In this agile world of virtual companies and ad hoc team building you may eventually need someone on your team with a different set of skills and experience. For many of the virtual companies I work with, I am happy to be that extra pair of eyes, that fresh perspective, that silent listener on the client call to give some feedback and direction to the team later. That's what I do. But hasn't the term "consultant" run it's course? I mean, what do you think when you hear the word? My guess is, many of the connotations are negative.
So we need some new definitions as we try to define how to work together. Here are the three roles that most commonly arise during my calls with new and potential clients.

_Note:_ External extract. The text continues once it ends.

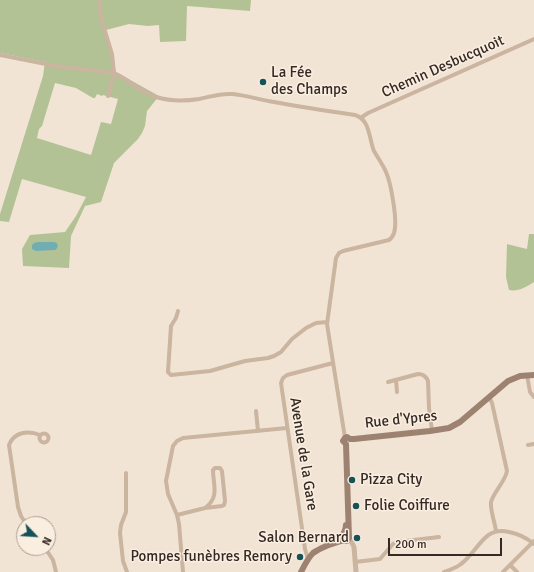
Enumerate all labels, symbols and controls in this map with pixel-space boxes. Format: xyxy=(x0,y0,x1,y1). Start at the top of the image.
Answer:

A hired gun required for a specific project, with a fixed budget and a timeline. In the optimal consulting engagement there is a quick start, hyper-focus on deliverables and measured results, and done. When the role moves into more ongoing projects, perhaps it's another type of engagement you want. A consultant is often more expensive that a partner, due to the limited engagement. And if both teams function well together you wrap up the project knowing you have a new resource in your toolbox.
In this role my company also becomes a selling advantage. As a team we can combine our marketing experience and results to show a new potential client a broader skill set than we would have if we were going it alone. These projects are usually turn-key with hard edges at the start and finish. And each successful project with a partner builds trust and momentum to go after the next deal.
We don't need you to interface with the clients in any way, but we would like you to execute on our behalf and work with our account and strategy teams to deliver results. This need may be the result of a new piece of business that the company has not staffed up for, or if could be necessary during the transition of a key team member. These engagements are build on referrals by other companies who have used your "worker bee" services in the past. This is a get-r-done role. No frills and bells. Sign the NDA and get started. These roles tend to be client-based rather than project-based.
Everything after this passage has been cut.